> Work instructions:
Set down the data below in full and exactly, minus the pictures.

(Saved entries)
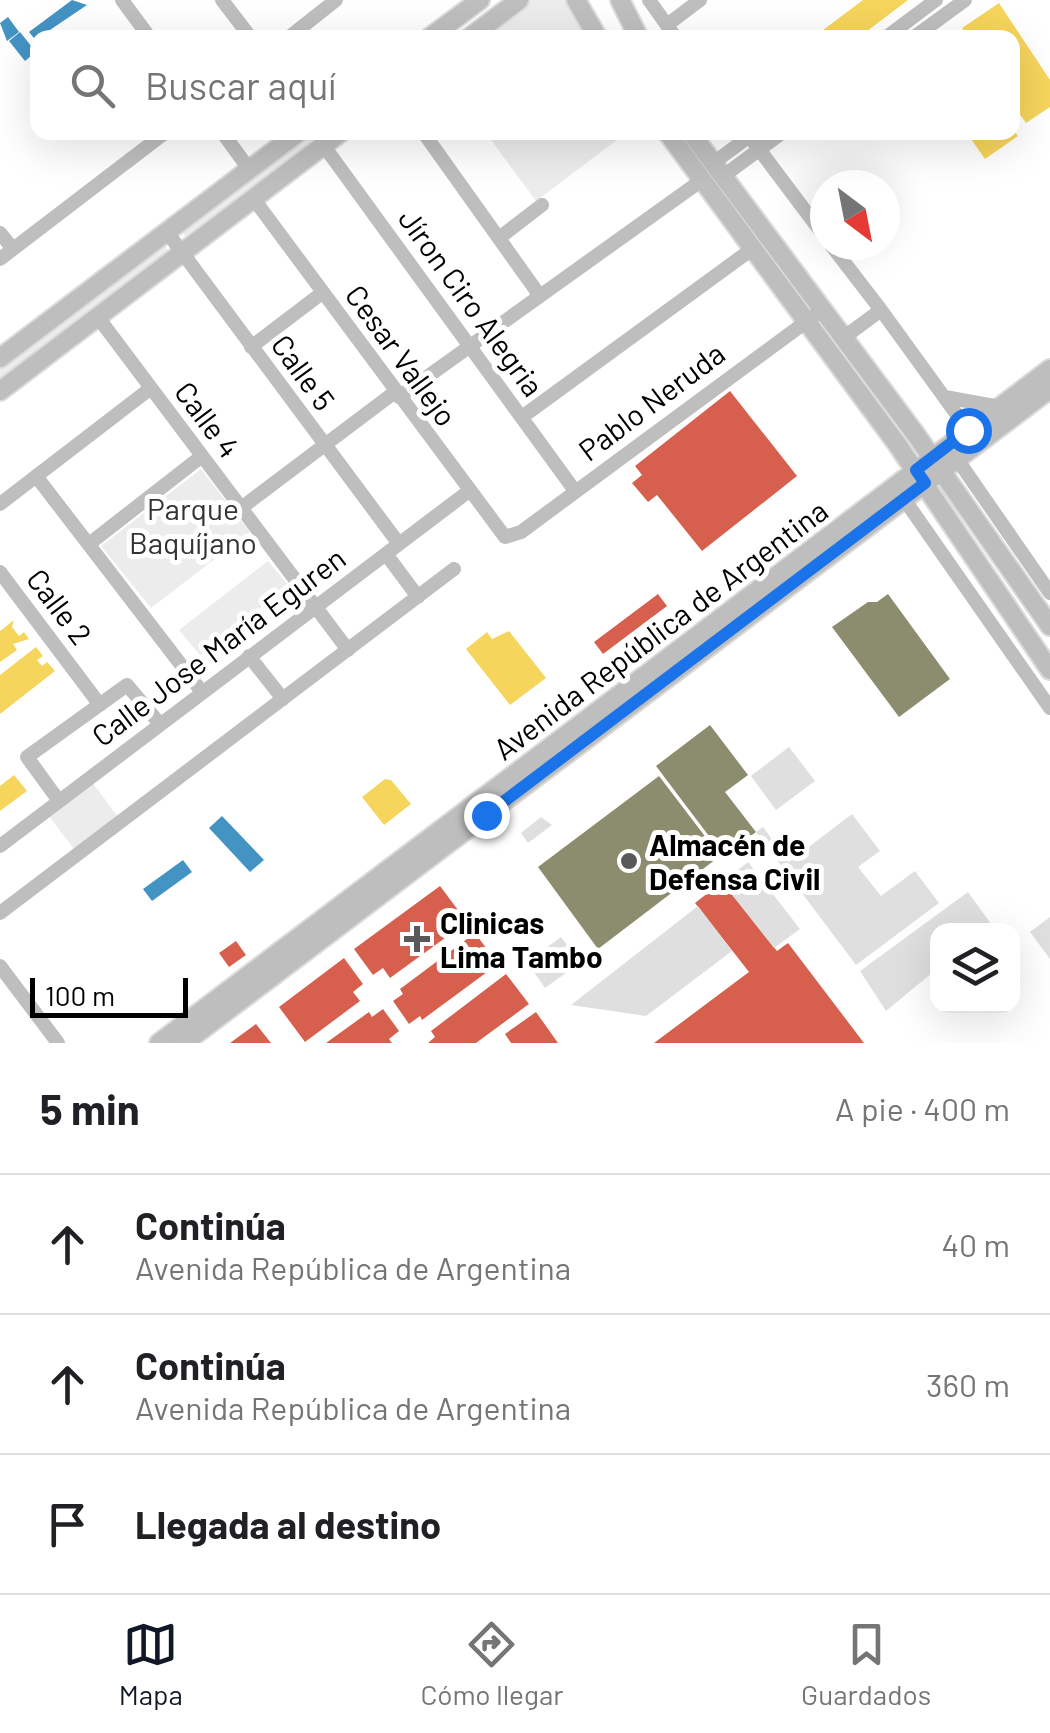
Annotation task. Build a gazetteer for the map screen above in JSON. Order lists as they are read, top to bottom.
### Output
{
  "streets": {
    "main road": ["Avenida República de Argentina"],
    "street": [
      "Jíron Ciro Alegria",
      "Cesar Vallejo",
      "Calle 5",
      "Pablo Neruda",
      "Calle 4",
      "Calle 2",
      "Calle Jose María Eguren"
    ]
  },
  "crossings": [
    ["Jíron Ciro Alegria", "Pablo Neruda"],
    ["Cesar Vallejo", "Pablo Neruda"],
    ["Cesar Vallejo", "Calle Jose María Eguren"],
    ["Calle 5", "Calle Jose María Eguren"],
    ["Calle 4", "Calle Jose María Eguren"]
  ],
  "parks": ["Parque Baquíjano"],
  "places": {
    "other": ["Almacén de Defensa Civil"],
    "health": ["Clinicas Lima Tambo"]
  },
  "scale_bar": "100 m",
  "north": "bottom right",
  "page": {
    "search": "Buscar aquí",
    "scale": "100 m",
    "heading": ["5 min", "A pie · 400 m"],
    "list": [
      ["Continúa", "Avenida República de Argentina", "40 m"],
      ["Continúa", "Avenida República de Argentina", "360 m"],
      "Llegada al destino"
    ],
    "nav": ["Mapa", "Cómo llegar", "Guardados"]
  }
}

> Expected answer:
Annotation task. Build a gazetteer for the map screen above in JSON. Order lists as they are read, top to bottom.
### Output
{
  "streets": {
    "main road": ["Avenida República de Argentina"],
    "street": [
      "Jíron Ciro Alegria",
      "Cesar Vallejo",
      "Calle 5",
      "Pablo Neruda",
      "Calle 4",
      "Calle 2",
      "Calle Jose María Eguren"
    ]
  },
  "crossings": [
    ["Jíron Ciro Alegria", "Pablo Neruda"],
    ["Cesar Vallejo", "Pablo Neruda"],
    ["Cesar Vallejo", "Calle Jose María Eguren"],
    ["Calle 5", "Calle Jose María Eguren"],
    ["Calle 4", "Calle Jose María Eguren"]
  ],
  "parks": ["Parque Baquíjano"],
  "places": {
    "other": ["Almacén de Defensa Civil"],
    "health": ["Clinicas Lima Tambo"]
  },
  "scale_bar": "100 m",
  "north": "bottom right",
  "page": {
    "search": "Buscar aquí",
    "scale": "100 m",
    "heading": ["5 min", "A pie · 400 m"],
    "list": [
      ["Continúa", "Avenida República de Argentina", "40 m"],
      ["Continúa", "Avenida República de Argentina", "360 m"],
      "Llegada al destino"
    ],
    "nav": ["Mapa", "Cómo llegar", "Guardados"]
  }
}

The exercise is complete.